Ilhabela en juin : l’île brésilienne à découvrir avant la haute saison

Au large de São Sebastião, sur le littoral de l’État de São Paulo, Ilhabela porte bien son nom. Entre plages bordées par la forêt atlantique, cascades, villages tournés vers la mer et reliefs couverts de végétation, cette grande île brésilienne offre en juin une parenthèse idéale, plus douce, plus respirable et souvent plus agréable qu’en plein été austral.

Une île spectaculaire aux portes de São Paulo

Ilhabela a longtemps été présentée comme une île tranquille, presque secrète. Le terme mérite aujourd’hui d’être nuancé, car les habitants de São Paulo connaissent très bien cette destination et s’y rendent volontiers dès qu’un week end prolongé se profile. Mais en juin, loin des grandes vacances brésiliennes et des périodes les plus chargées, l’île retrouve une atmosphère plus favorable aux voyageurs qui veulent vraiment la découvrir.

Située à environ 200 km de São Paulo, Ilhabela appartient à l’État de São Paulo et fait face à la ville de São Sebastião, d’où part le ferry. La traversée est courte, mais elle suffit à créer une rupture. Une fois débarqué, le décor change rapidement : reliefs abrupts, forêt dense, routes littorales, plages enchâssées dans la végétation et bateaux ancrés dans le chenal donnent à l’île une identité très différente de celle des grandes stations balnéaires brésiliennes.

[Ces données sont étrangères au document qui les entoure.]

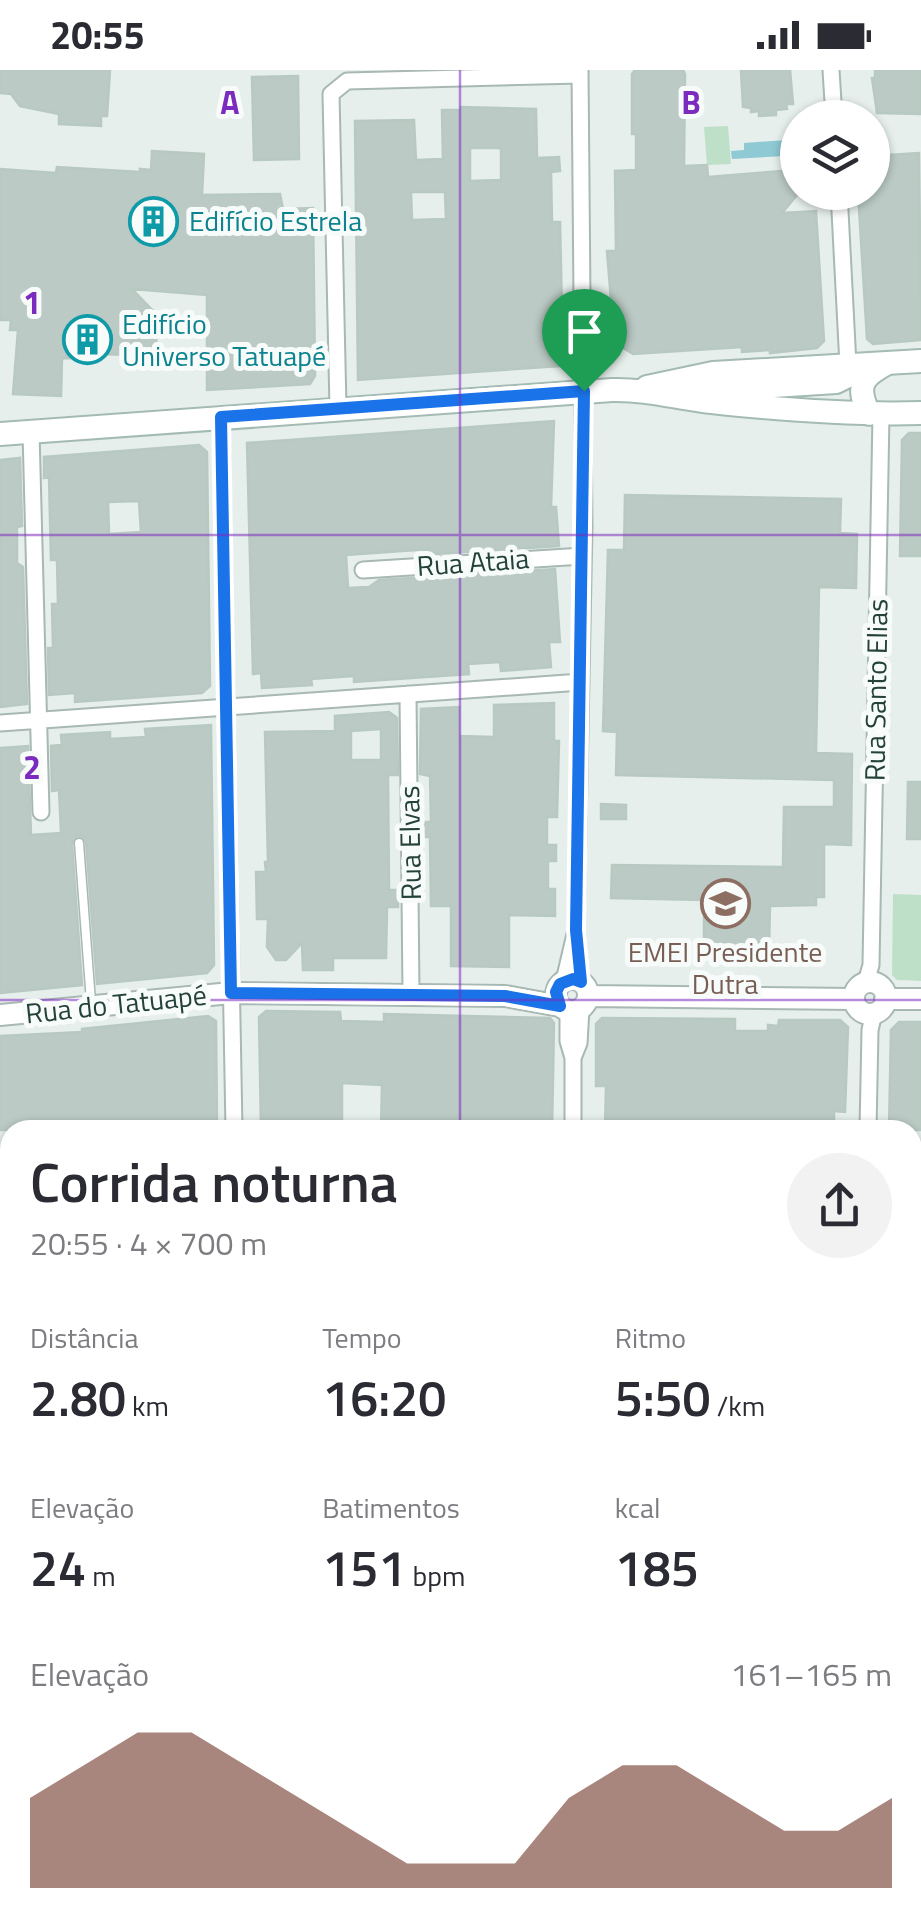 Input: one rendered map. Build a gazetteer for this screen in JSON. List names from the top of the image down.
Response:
{
  "streets": {
    "street": [
      "Rua Ataia",
      "Rua Santo Elias",
      "Rua Elvas",
      "Rua do Tatuapé"
    ]
  },
  "crossings": [
    ["Rua Santo Elias", "Rua do Tatuapé"],
    ["Rua Elvas", "Rua do Tatuapé"]
  ],
  "places": {
    "building": ["Edifício Estrela", "Edifício Universo Tatuapé"],
    "school or university": ["EMEI Presidente Dutra"]
  },
  "page": {
    "status": "20:55",
    "heading": ["Corrida noturna", "20:55 · 4 × 700 m"],
    "stats": [
      ["Distância", "2.80 km"],
      ["Tempo", "16:20"],
      ["Ritmo", "5:50 /km"],
      ["Elevação", "24 m"],
      ["Batimentos", "151 bpm"],
      ["kcal", "185"]
    ],
    "chart": ["Elevação", "161–165 m"]
  },
  "grid": {
    "columns": ["A", "B"],
    "rows": ["1", "2"]
  }
} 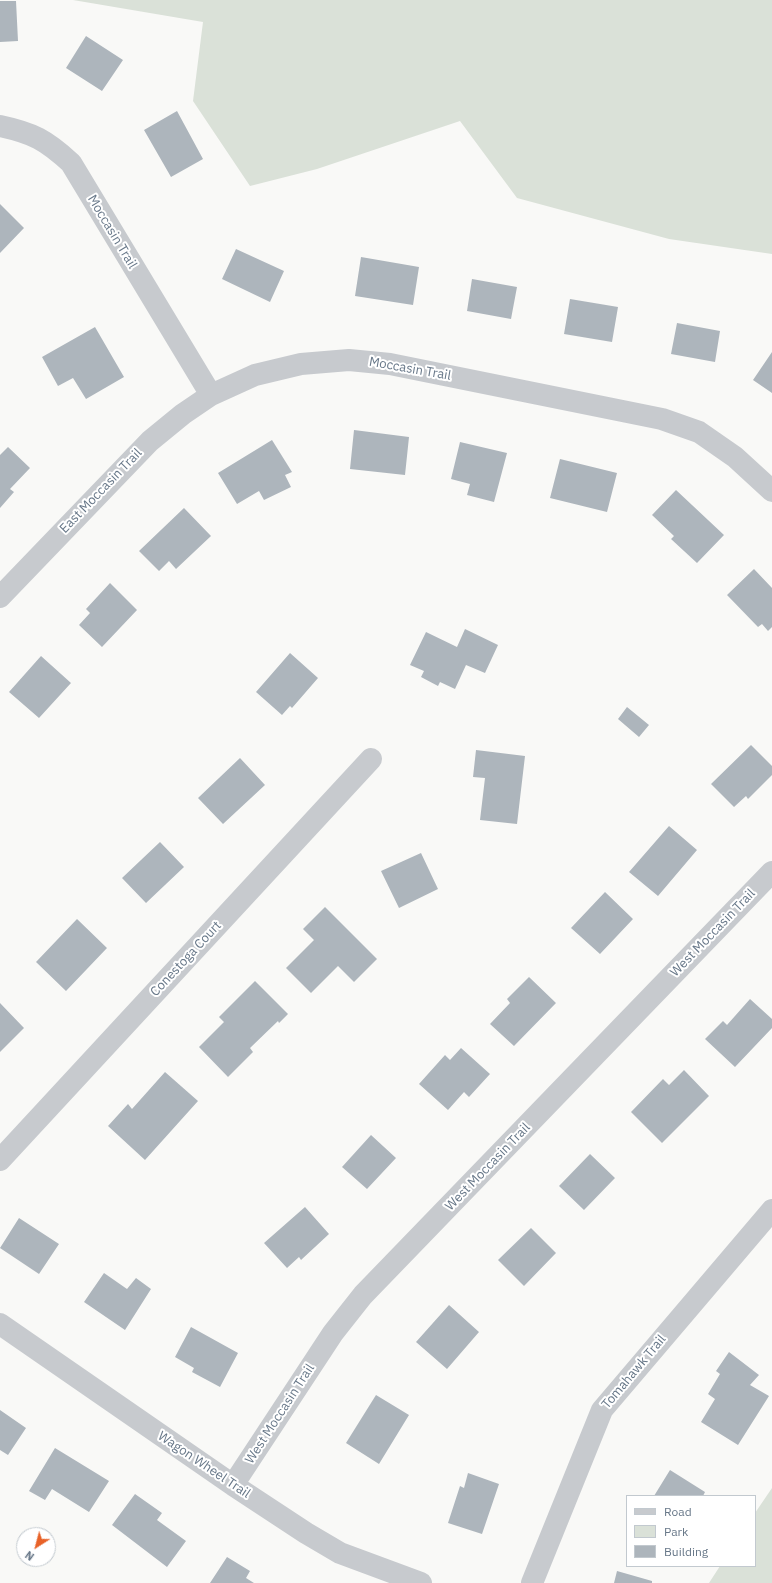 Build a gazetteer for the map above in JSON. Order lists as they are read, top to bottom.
{
  "streets": {
    "street": [
      "Moccasin Trail",
      "East Moccasin Trail",
      "West Moccasin Trail",
      "Conestoga Court",
      "Tomahawk Trail",
      "Wagon Wheel Trail"
    ]
  },
  "crossings": [
    ["Moccasin Trail", "East Moccasin Trail"],
    ["West Moccasin Trail", "Wagon Wheel Trail"]
  ],
  "legend": ["Road", "Park", "Building"],
  "north": "bottom left"
}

Son nom actuel, Ilhabela, signifie littéralement « belle île ». Avant cela, l’île principale était connue sous le nom de São Sebastião, donné après l’arrivée des navigateurs portugais au début du XVIe siècle. Le territoire est aussi lié à l’histoire des peuples autochtones, notamment les Tupinambás, qui occupaient cette partie du littoral avant la colonisation européenne.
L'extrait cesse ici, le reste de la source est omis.